[Start of Attachment]

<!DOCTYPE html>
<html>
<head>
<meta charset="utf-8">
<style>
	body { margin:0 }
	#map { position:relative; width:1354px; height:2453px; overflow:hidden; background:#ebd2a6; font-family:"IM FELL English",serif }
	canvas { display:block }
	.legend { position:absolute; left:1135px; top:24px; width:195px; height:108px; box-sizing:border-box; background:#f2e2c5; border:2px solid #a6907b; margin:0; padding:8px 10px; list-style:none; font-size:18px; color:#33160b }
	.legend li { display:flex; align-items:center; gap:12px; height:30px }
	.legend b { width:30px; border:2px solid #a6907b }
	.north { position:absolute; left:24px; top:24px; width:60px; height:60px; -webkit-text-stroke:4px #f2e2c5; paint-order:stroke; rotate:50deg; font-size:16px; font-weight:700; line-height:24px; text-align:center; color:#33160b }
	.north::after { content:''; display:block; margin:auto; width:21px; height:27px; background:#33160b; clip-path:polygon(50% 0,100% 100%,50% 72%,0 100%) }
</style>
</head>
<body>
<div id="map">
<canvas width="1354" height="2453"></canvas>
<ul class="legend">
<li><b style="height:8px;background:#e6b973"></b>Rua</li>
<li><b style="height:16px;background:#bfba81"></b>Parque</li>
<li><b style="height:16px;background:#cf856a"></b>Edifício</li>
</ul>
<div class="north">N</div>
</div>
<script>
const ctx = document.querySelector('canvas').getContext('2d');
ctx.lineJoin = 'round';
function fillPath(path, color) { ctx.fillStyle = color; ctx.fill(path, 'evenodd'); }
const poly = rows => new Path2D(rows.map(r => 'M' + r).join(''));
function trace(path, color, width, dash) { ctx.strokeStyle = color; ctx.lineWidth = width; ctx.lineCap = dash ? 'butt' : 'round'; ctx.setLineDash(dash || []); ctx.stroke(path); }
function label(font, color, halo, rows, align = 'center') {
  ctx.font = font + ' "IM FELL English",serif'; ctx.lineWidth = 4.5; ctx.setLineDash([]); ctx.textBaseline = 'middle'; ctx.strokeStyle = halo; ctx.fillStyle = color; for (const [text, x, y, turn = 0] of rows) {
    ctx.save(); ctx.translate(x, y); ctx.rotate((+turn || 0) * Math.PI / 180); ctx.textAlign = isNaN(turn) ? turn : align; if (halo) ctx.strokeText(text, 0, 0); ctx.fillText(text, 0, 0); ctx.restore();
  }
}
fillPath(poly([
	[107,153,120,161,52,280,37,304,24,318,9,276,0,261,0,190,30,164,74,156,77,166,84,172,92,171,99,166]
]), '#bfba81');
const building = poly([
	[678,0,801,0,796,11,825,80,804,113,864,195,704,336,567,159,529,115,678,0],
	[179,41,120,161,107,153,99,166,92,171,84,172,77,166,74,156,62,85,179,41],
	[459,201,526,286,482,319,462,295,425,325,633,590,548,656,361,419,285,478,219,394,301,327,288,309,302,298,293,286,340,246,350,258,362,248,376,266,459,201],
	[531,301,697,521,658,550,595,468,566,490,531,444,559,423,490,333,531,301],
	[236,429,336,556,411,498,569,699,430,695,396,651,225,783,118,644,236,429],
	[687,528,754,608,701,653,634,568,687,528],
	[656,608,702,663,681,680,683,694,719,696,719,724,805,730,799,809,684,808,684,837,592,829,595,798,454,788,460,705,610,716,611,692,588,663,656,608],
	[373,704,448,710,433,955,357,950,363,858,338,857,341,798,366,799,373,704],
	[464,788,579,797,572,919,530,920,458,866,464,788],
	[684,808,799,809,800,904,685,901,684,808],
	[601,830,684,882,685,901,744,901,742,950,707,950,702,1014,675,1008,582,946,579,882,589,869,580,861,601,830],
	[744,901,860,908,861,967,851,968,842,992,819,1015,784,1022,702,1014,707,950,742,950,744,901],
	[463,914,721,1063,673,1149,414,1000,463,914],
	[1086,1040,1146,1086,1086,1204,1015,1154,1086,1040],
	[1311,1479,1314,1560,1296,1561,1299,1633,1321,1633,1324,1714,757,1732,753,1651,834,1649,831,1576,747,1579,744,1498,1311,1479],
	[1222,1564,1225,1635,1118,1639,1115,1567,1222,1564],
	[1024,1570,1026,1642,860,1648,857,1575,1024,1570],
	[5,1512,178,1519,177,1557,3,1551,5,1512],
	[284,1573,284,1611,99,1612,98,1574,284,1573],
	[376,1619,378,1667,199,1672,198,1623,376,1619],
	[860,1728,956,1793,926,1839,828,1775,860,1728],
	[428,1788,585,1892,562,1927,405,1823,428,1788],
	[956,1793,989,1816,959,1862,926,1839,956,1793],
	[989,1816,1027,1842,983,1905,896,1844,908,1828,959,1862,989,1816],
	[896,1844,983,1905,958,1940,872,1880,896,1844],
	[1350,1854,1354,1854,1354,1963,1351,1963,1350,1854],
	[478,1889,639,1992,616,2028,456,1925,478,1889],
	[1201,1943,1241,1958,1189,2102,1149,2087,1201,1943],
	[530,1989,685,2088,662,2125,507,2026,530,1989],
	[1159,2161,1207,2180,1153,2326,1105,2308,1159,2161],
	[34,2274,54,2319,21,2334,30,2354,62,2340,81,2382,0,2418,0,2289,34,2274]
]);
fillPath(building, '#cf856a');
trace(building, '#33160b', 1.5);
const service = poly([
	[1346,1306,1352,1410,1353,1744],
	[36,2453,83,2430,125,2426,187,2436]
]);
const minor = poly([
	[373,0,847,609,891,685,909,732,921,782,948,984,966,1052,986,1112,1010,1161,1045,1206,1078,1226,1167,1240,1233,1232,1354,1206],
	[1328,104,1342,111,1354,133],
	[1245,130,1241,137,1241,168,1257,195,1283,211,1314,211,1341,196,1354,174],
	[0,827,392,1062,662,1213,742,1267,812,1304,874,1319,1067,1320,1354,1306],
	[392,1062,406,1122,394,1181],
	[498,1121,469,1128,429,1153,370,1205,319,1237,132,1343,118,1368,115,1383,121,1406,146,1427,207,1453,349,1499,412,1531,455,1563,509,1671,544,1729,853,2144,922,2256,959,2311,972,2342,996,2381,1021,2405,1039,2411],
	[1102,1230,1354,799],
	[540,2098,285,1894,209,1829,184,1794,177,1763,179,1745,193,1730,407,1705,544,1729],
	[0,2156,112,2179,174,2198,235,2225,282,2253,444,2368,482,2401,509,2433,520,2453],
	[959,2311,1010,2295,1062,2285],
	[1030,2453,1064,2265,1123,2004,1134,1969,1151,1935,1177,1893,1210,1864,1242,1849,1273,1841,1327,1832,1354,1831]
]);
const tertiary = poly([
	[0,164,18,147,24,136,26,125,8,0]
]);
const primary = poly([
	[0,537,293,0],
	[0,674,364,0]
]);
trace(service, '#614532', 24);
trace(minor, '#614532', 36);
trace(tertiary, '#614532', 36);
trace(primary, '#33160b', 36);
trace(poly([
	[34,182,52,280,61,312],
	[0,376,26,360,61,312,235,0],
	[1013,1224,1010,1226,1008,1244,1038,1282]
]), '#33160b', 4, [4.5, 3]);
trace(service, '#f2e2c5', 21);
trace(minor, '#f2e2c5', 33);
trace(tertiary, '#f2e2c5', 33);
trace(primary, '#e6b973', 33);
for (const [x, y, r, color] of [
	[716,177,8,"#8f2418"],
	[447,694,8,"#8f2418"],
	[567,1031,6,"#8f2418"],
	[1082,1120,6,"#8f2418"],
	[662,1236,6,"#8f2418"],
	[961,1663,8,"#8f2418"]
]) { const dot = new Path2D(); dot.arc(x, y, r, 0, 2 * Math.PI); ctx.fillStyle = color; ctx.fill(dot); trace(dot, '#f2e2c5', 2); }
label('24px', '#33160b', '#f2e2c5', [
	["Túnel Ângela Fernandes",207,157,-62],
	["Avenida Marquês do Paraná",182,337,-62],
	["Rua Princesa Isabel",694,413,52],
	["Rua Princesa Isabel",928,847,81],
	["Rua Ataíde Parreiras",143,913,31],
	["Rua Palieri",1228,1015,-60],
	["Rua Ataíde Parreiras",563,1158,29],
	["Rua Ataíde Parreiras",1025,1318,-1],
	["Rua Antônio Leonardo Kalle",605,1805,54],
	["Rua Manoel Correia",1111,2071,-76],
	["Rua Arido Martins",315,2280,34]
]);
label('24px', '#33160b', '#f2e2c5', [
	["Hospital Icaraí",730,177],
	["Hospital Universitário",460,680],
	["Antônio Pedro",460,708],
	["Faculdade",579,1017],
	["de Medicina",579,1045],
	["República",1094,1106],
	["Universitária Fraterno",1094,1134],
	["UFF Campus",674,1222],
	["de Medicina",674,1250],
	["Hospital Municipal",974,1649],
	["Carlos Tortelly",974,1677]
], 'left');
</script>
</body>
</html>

[End of Attachment]

> **WORK TASK**
Go through the records above, find each line with the string "function", and copy it.

> **EXERCISE RESPONSE**
function fillPath(path, color) { ctx.fillStyle = color; ctx.fill(path, 'evenodd'); }
function trace(path, color, width, dash) { ctx.strokeStyle = color; ctx.lineWidth = width; ctx.lineCap = dash ? 'butt' : 'round'; ctx.setLineDash(dash || []); ctx.stroke(path); }
function label(font, color, halo, rows, align = 'center') {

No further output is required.